CBL - Campus del Baix Llobregat

Projecte llegit

Títol: Applying and investigating state-of-the-art Reinforcement Learning methods to autonomous UAV tasks in a simulated environment with view on real world transfer

Estudiants que han llegit aquest projecte:
KERSANDT, KJELL (data lectura: 06-02-2018)
Cerca aquest projecte a Bibliotècnica

Director/a: BARRADO MUXÍ, CRISTINA

Departament: DAC

Títol: Applying and investigating state-of-the-art Reinforcement Learning methods to autonomous UAV tasks in a simulated environment with view on real world transfer

Data inici oferta: 06-07-2017 Data finalització oferta: 06-03-2018

Estudis d'assignació del projecte:

Tipus: Individual

Lloc de realització: EETAC

Paraules clau:
reinforcement learning, deep learning, autonomous UAV, optimal control, neural networks, simulation

Descripció del contingut i pla d'activitats:
Airport Collaborative Decision Making (A-CDM) is based on information sharing. A better use of resources can be attained when the different stakeholders at airport operations share their more accurate and updated information. One of the main difficulties when dealing with this information sharing concept is the number of stakeholders involved and their different interest and behaviour: aircraft operators, ground handling companies, airport authority, air traffic control and the Central Flow Management Unit. It is paramount to quantify the benefit of an airport collaborative decision making strategy in order to involve all these different organisations. Simulations are required to analyse the overall system and its emerging behaviour. In this project, an agent-based simulator for A-CDM will be developed. The simulator will represent the different stakeholders involved in the A-CDM and the interactions between them during the 16 milestones defined by EUROCONTROL on its A-CDM implementation manual. This framework should allow independent gradual development of local behaviours and optimisation, and a gradual increase on complexity and fidelity on the simulations.

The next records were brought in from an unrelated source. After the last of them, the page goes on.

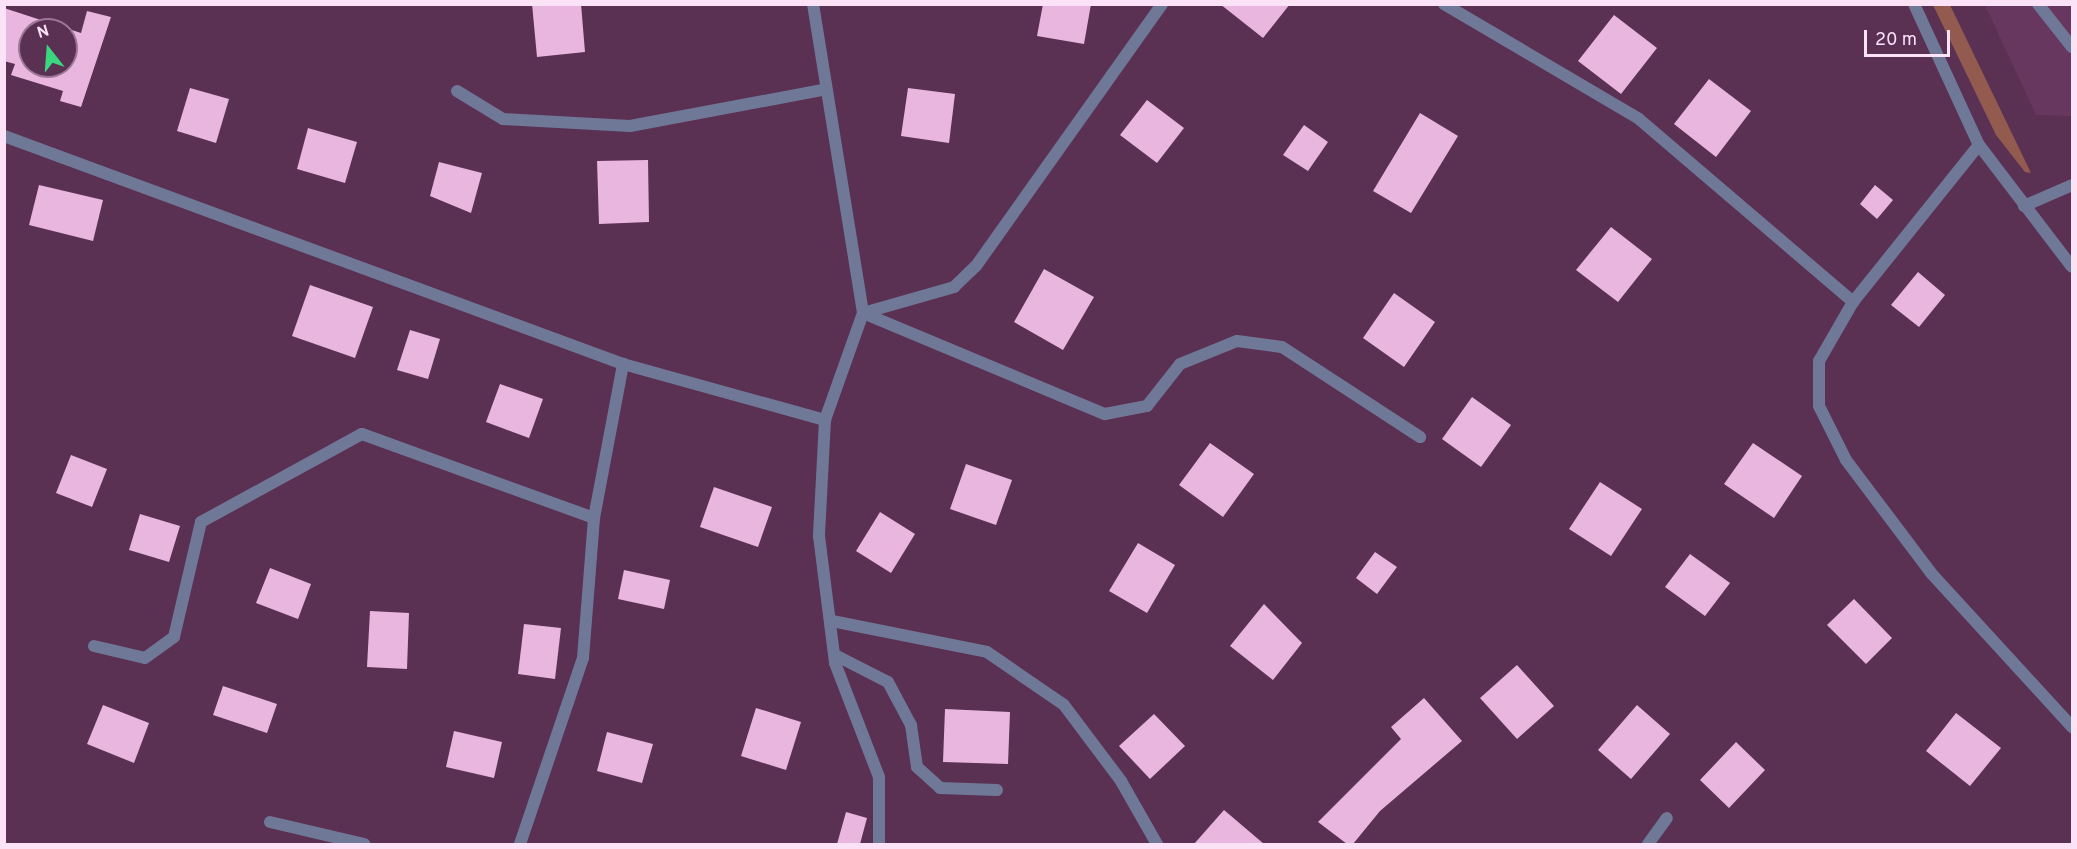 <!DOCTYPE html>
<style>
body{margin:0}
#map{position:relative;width:2077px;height:849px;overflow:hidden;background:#5a3053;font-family:Overpass,sans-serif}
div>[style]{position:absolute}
.built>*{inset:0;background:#683760}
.green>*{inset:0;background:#935b4f}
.building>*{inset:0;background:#e9b6df}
.service>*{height:12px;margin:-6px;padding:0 6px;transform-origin:6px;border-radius:6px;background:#707897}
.minor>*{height:12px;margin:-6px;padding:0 6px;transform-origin:6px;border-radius:6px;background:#707897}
span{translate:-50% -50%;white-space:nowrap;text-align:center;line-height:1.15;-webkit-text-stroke:6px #5a3053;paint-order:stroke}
.frame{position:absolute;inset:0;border:6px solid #fce2f7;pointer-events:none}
.north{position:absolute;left:18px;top:18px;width:60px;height:60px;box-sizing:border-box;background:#5a3053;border:2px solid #9b7795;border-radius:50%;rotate:343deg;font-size:16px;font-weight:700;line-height:24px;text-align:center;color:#fce2f7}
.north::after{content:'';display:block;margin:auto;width:21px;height:27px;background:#3bd77e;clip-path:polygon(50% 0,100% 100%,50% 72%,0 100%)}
.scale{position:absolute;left:1864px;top:30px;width:86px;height:27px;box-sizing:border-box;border:3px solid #fce2f7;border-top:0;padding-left:8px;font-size:18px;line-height:21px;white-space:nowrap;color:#fce2f7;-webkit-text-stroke:4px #5a3053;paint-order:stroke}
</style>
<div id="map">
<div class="built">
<i style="clip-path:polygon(1985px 5px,2072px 5px,2072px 116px,2036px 115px)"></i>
</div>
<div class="green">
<i style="clip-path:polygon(1933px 5px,1950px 5px,2031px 173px,2025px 172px,1996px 135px)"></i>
</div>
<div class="building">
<i style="clip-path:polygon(532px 4px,581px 4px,585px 52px,537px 57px)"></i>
<i style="clip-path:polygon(1043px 4px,1091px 4px,1084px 44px,1037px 36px)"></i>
<i style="clip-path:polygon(1220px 4px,1290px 4px,1263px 38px)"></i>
<i style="clip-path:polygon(evenodd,4px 8px,81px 33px,87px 11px,111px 17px,81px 107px,60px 101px,63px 91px,11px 75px,15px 64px,4px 61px,4px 8px,30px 30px,66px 30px,66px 66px,30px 66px,30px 30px)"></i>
<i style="clip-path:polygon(1614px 15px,1657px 48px,1621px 94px,1578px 61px)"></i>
<i style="clip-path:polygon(1709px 79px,1751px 111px,1716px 157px,1674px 124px)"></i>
<i style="clip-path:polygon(190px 88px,229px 99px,216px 143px,177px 131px)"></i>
<i style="clip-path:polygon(908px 88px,955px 94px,949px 143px,901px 136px)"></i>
<i style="clip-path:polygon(1147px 100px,1184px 128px,1157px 163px,1120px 135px)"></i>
<i style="clip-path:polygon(1420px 113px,1458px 136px,1411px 213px,1373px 191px)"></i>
<i style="clip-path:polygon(1304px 125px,1328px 142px,1308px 171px,1283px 155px)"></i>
<i style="clip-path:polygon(308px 128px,357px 142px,345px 183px,297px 169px)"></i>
<i style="clip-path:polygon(648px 160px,649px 222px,599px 224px,597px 161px)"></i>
<i style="clip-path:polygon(439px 162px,482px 173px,471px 213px,430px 196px)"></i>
<i style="clip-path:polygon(39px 185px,103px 200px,93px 241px,29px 225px)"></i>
<i style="clip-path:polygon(1875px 185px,1893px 200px,1877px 219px,1860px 204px)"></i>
<i style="clip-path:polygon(1611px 227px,1652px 259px,1618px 302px,1576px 270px)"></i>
<i style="clip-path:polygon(1044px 269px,1094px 297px,1063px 350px,1014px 322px)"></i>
<i style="clip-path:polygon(1918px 272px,1945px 295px,1919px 327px,1891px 305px)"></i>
<i style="clip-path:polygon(310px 285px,373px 307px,355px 358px,292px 336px)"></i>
<i style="clip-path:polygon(1394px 293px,1435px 322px,1404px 367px,1363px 338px)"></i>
<i style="clip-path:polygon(410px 330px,440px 339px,428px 379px,397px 370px)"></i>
<i style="clip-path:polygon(500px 384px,543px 399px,529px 438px,486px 422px)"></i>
<i style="clip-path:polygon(1472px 397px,1511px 425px,1481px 467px,1442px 439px)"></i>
<i style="clip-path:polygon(1210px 443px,1254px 474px,1223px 517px,1179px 485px)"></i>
<i style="clip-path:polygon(1753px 443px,1802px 476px,1774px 518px,1724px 484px)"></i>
<i style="clip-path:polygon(71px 455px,107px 469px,92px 507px,56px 493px)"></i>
<i style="clip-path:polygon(966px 464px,1012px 480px,996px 525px,950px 509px)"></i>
<i style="clip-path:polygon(1600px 482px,1642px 509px,1611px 556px,1569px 529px)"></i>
<i style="clip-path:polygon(714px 487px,772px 507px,758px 547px,700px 527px)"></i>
<i style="clip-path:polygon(880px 512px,915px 534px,891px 573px,856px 551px)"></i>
<i style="clip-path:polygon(140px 514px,180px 526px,169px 562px,129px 550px)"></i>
<i style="clip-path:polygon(1138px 543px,1175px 565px,1147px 613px,1109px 591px)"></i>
<i style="clip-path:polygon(1375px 552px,1397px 567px,1377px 594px,1356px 578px)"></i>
<i style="clip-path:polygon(1690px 554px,1730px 583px,1705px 616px,1665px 587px)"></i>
<i style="clip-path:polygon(270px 568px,311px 584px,298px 619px,256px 603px)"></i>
<i style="clip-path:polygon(624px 570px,670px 580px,664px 609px,618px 599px)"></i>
<i style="clip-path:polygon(1854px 599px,1892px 638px,1866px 664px,1827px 625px)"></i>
<i style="clip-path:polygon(1264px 604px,1302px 643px,1273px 680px,1230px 646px)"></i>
<i style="clip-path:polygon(370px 611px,409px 613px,407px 669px,367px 667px)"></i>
<i style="clip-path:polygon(524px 624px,561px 628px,555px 679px,518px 674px)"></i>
<i style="clip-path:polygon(1517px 665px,1554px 706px,1517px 739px,1480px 698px)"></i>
<i style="clip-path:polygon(223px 686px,277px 704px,267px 733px,213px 715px)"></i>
<i style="clip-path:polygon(1424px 698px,1462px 741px,1380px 811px,1353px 844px,1347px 844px,1318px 822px,1401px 739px,1391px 727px)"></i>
<i style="clip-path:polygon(103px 705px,149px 723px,134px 763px,87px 744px)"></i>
<i style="clip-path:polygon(1637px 705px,1670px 734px,1631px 779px,1598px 750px)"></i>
<i style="clip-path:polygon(756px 708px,801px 722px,786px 770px,741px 756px)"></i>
<i style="clip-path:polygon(945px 709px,1010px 712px,1008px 764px,943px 762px)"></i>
<i style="clip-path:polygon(1956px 713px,2001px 748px,1970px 786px,1926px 751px)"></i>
<i style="clip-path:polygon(1154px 714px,1185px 746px,1150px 779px,1119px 746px)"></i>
<i style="clip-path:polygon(454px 731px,502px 742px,494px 778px,446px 767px)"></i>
<i style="clip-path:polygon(607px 732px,653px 744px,642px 783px,597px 771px)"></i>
<i style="clip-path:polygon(1736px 742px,1765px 770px,1729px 808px,1700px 780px)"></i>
<i style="clip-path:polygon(1224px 810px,1264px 844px,1194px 844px)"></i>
<i style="clip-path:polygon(846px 812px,867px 818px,860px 844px,837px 844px)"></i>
</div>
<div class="service">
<i style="left:2038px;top:4px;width:55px;rotate:51.7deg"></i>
<i style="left:2024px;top:206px;width:52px;rotate:-23.6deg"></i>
<i style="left:835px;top:655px;width:59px;rotate:27deg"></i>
<i style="left:888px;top:682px;width:49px;rotate:61.9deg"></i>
<i style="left:911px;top:725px;width:42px;rotate:81.9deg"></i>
<i style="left:917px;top:767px;width:31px;rotate:42deg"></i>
<i style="left:940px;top:788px;width:57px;rotate:2deg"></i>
<i style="left:270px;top:822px;width:97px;rotate:13.2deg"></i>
</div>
<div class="minor">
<i style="left:813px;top:4px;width:313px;rotate:80.8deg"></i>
<i style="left:863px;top:313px;width:114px;rotate:109.6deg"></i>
<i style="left:825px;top:420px;width:116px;rotate:93deg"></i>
<i style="left:819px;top:536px;width:128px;rotate:82.8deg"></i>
<i style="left:835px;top:663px;width:122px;rotate:68.9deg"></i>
<i style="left:879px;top:777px;width:67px;rotate:90deg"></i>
<i style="left:1444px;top:4px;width:226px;rotate:30.5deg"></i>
<i style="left:1639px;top:119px;width:282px;rotate:40.5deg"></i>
<i style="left:1853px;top:302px;width:68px;rotate:120deg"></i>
<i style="left:1819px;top:361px;width:45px;rotate:90deg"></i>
<i style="left:1819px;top:406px;width:60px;rotate:63.4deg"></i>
<i style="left:1846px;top:460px;width:141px;rotate:53deg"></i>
<i style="left:1931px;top:573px;width:209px;rotate:47.5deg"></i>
<i style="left:1914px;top:4px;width:155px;rotate:65.3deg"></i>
<i style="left:1979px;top:145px;width:153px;rotate:52.7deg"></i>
<i style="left:457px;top:91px;width:54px;rotate:31.3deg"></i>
<i style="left:503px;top:119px;width:127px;rotate:3.2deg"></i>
<i style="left:630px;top:126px;width:196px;rotate:-10.6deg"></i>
<i style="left:4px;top:136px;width:660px;rotate:20.22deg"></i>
<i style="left:623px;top:364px;width:210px;rotate:15.5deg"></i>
<i style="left:1853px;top:302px;width:201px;rotate:-51.3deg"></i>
<i style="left:863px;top:313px;width:262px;rotate:22.7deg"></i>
<i style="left:1105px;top:414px;width:43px;rotate:-10.8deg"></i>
<i style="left:1147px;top:406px;width:53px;rotate:-51.8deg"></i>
<i style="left:1180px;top:364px;width:61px;rotate:-22deg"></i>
<i style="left:1237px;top:341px;width:45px;rotate:7.6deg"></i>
<i style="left:1282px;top:347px;width:165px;rotate:33.1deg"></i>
<i style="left:863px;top:313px;width:95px;rotate:-15.9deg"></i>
<i style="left:954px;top:287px;width:30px;rotate:-44deg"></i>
<i style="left:976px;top:266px;width:321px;rotate:-54.6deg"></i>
<i style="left:832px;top:621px;width:158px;rotate:11.3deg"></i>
<i style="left:987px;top:652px;width:93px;rotate:34.5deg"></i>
<i style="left:1064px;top:705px;width:95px;rotate:53.1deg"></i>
<i style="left:1121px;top:781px;width:73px;rotate:60.3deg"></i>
<i style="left:94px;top:646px;width:52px;rotate:13.2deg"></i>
<i style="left:145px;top:658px;width:36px;rotate:-36deg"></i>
<i style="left:174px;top:637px;width:118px;rotate:-76.8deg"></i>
<i style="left:201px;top:522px;width:183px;rotate:-28.7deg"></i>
<i style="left:362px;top:434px;width:247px;rotate:19.9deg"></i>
<i style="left:520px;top:844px;width:196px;rotate:-71.3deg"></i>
<i style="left:583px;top:658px;width:140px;rotate:-85.5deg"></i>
<i style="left:594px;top:518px;width:157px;rotate:-79.3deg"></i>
<i style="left:1648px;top:844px;width:32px;rotate:-54deg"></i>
</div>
<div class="frame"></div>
<div class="north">N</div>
<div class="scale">20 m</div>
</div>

Overview (resum en anglès):
Deep Reinforcement Learning (DRL) is attracting increasing interest due to its ability to learn how to solve complex tasks in an unknown environment solely by gathering experience. In this thesis, we investigate the use of DRL methods on the vision-based control of an autonomous quadcopter within a simulated environment. More specifically we employ an algorithm called Deep Q-network and two extensions involving the concept of Double Q-learning and Dueling Architecture. To evaluate the algorithms, we create a challenging task that concern obstacle avoidance and goal position reaching. Due to the lack of available tools that would combine the simulation of drones and the accessibility of DRL methods, we contribute AirGym as a framework that offers a convenient implementation of our task an these of following researchers. The results of the study support the idea of full control of an autonomous drone through DRL methods since we achieved an 80% success rate in solving the task under a near human-level of performance. This achievement is enhanced by considering the relatively short training time and the identification of further improvements.